Instructions for the task: Whenever the string "Martí" turns up in a line below, that line should be copied.

Records drawn from a dataset
___
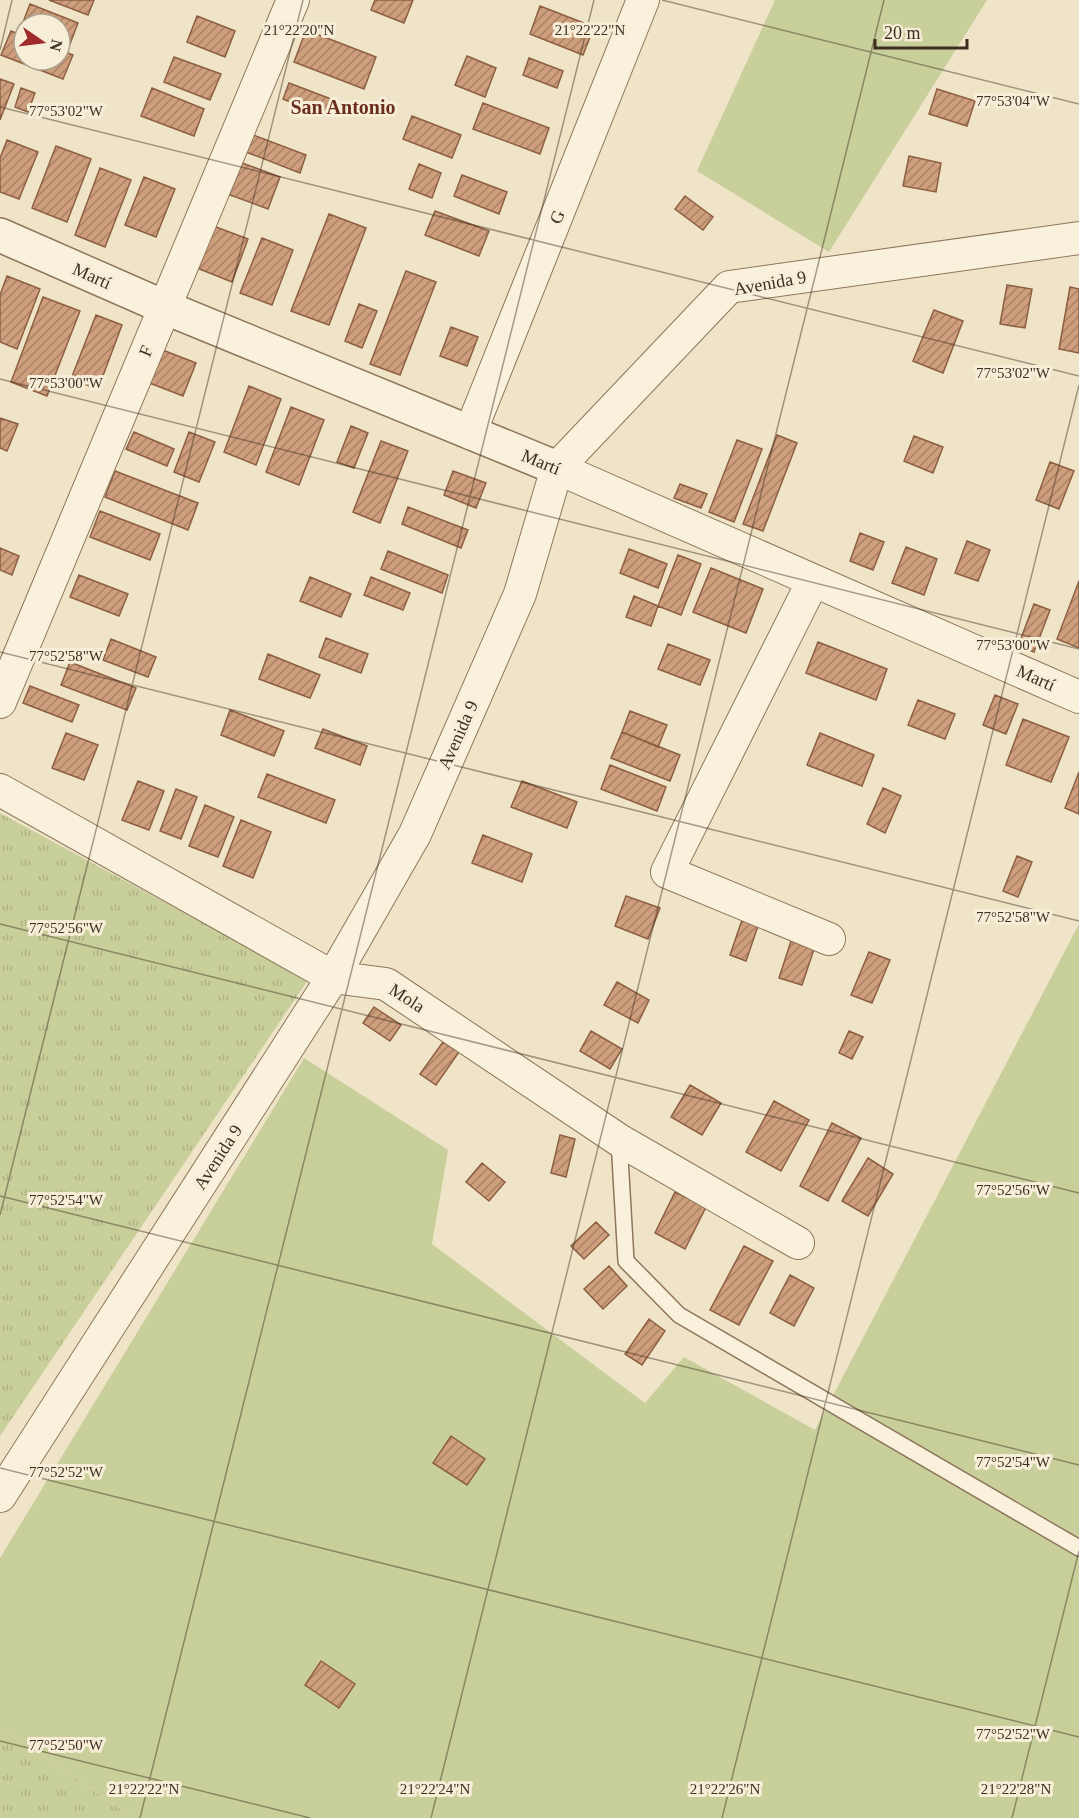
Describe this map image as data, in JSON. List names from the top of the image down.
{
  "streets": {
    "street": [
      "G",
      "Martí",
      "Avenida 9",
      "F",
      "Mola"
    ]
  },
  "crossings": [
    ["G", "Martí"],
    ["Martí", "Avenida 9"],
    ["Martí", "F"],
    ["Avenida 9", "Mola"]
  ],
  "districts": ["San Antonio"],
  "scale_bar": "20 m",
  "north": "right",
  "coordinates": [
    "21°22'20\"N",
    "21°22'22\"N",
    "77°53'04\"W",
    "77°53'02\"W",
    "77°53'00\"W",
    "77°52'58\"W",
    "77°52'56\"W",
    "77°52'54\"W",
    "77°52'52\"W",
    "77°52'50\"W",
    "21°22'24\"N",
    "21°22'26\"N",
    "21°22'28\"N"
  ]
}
___
Solution for this task:
      "Martí",
    ["G", "Martí"],
    ["Martí", "Avenida 9"],
    ["Martí", "F"],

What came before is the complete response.